Keeping the leaves clean and aiding in preventing these pests requires routine wiping with a moderately damp cloth. If you adhere to these guidelines, using pesticides shouldn’t be necessary. Remember that a strong plant is much less likely to be attacked from the start.
– Fix Humidity
Plant islands, which are collections of plants, are one technique to increase the moisture around your plants. All of the plants in the group are transpiring, so a little microenvironment will naturally be created to increase the dampness in that area. Suppose your plant is upright; layer stones in the plant tray and add water. The liquid will be out of the potted plant when it rests on the stones, but it will profit from the liquid evaporating.
– Manage Dormancy Efficiently
Anticipate your plant to slow down in the northern latitudes around late October and March. Being aware of dormancy is crucial since, during this time, your plant will need considerably less watering and no fertilizer. The same method of touching the garden soil before adding more water should be followed. Half as often as it was throughout the growing season should now be the case.

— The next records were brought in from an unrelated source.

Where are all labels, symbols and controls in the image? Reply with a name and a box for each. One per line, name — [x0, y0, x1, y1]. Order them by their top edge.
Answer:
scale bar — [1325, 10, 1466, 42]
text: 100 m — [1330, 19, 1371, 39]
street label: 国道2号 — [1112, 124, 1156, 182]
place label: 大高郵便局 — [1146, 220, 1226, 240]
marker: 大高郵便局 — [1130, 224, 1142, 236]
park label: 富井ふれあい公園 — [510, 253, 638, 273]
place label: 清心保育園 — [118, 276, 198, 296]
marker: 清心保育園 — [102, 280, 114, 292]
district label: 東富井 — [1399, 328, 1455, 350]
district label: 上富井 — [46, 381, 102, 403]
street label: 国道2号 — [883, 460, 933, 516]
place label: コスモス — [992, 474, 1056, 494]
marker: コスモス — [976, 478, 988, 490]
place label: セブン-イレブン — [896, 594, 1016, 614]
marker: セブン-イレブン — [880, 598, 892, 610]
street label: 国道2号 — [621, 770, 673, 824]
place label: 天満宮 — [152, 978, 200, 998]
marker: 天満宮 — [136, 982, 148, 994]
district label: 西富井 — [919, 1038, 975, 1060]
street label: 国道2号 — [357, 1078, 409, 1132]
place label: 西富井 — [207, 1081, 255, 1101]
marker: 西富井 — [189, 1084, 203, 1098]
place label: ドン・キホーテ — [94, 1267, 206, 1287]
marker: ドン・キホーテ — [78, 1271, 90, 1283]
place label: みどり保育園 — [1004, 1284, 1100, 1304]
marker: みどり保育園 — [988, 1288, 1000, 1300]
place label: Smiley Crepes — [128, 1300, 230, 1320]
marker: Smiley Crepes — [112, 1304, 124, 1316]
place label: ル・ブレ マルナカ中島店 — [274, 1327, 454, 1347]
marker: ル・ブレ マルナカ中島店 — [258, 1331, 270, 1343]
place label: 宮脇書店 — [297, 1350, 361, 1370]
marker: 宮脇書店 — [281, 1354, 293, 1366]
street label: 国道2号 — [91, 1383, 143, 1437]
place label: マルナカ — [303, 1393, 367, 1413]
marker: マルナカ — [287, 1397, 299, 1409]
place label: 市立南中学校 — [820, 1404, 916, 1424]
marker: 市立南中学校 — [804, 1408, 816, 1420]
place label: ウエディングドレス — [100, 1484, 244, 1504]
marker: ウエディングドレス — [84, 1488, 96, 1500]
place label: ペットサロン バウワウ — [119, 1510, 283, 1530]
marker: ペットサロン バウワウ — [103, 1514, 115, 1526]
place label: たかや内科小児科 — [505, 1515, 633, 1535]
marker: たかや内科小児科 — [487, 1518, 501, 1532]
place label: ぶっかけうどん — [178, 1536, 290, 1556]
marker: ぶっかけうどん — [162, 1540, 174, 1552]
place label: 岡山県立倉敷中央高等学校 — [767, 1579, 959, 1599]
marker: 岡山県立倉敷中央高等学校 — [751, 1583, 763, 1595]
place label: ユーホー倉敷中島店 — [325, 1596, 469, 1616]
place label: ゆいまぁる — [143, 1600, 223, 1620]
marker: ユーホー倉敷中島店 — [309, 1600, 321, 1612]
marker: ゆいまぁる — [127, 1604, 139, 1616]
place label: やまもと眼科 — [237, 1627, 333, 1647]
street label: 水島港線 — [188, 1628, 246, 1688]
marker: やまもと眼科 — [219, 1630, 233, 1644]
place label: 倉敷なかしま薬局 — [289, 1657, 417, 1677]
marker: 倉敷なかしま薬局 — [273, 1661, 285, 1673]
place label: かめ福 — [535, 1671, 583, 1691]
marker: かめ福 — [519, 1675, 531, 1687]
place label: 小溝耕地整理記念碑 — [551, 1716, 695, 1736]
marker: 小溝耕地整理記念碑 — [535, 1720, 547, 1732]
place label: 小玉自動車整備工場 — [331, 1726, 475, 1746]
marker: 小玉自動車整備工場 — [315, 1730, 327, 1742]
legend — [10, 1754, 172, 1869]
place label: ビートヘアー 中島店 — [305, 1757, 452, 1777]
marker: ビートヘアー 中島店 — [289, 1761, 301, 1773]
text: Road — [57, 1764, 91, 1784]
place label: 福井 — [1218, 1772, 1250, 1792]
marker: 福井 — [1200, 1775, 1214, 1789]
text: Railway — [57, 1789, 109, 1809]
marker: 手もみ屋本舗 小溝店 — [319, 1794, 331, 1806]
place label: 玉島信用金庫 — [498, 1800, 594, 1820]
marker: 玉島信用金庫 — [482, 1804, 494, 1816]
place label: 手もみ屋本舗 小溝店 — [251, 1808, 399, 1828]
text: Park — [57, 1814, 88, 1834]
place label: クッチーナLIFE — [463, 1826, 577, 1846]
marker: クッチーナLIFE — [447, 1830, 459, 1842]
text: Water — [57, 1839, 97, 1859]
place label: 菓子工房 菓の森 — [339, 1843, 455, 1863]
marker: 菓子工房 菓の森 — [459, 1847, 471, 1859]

– Soil Deficient in Nutrients
The solution is as simple as adding fertilizer. The major lesson here is that snake plants only need a little sense of supplemental feeding. Apply a mixed house plant fertilizer and only provide the recommended feeding per packet. Only feed during the growing season; do not feed for the rest of the year.
– Repotting for Root-Bound Plants
You should transplant your plant into a larger container if it is exhibiting indications of distress or has exceeded the size of the pot it is in.
One way to check if your plant has root rot is to tip it out of the pot. You can trim back any brown or reddish roots until you reach pure, white root material. Utilize one of the gardening solutions that we’ve already discussed and place your plant in its new, clean container.
Refrain from feeling compelled to hydrate the plant right away. Give the plant time to settle in since the soil has enough moisture to endure for a few days. After the soil has dried out properly, continue by feeling using your fingers for the dampness and water. You must give your plant the best conditions possible at this point, particularly if it is recuperating from such a near-death experience.
Please keep it in a well-lit area that is not direct. The stress that your plant is experiencing can be added to if it is exposed to excessive sunlight. Always ensure that the humidity is at its ideal level and the temperature is moderately high.
Since snake plants are extremely resilient, what you read is frequently the worst-case situation. Therefore, these plants will generally be free of any inconvenience, but you must remember the following:
- The most common cause of snake plants dying is watering issues – over or under-watering.
- Stress can also be due to incorrect lighting or pathogens or inappropriate pH.
- In order to save the plant you must first “diagnose” the problem correctly and then take the relevant steps to remedy it.
Finally, stay alert and on the lookout for pests and illnesses to rescue your plant before it perishes. Remember that finding a solution quickly enough can save you from losing your prized plant after spending too much time on it, which would be heartbreaking.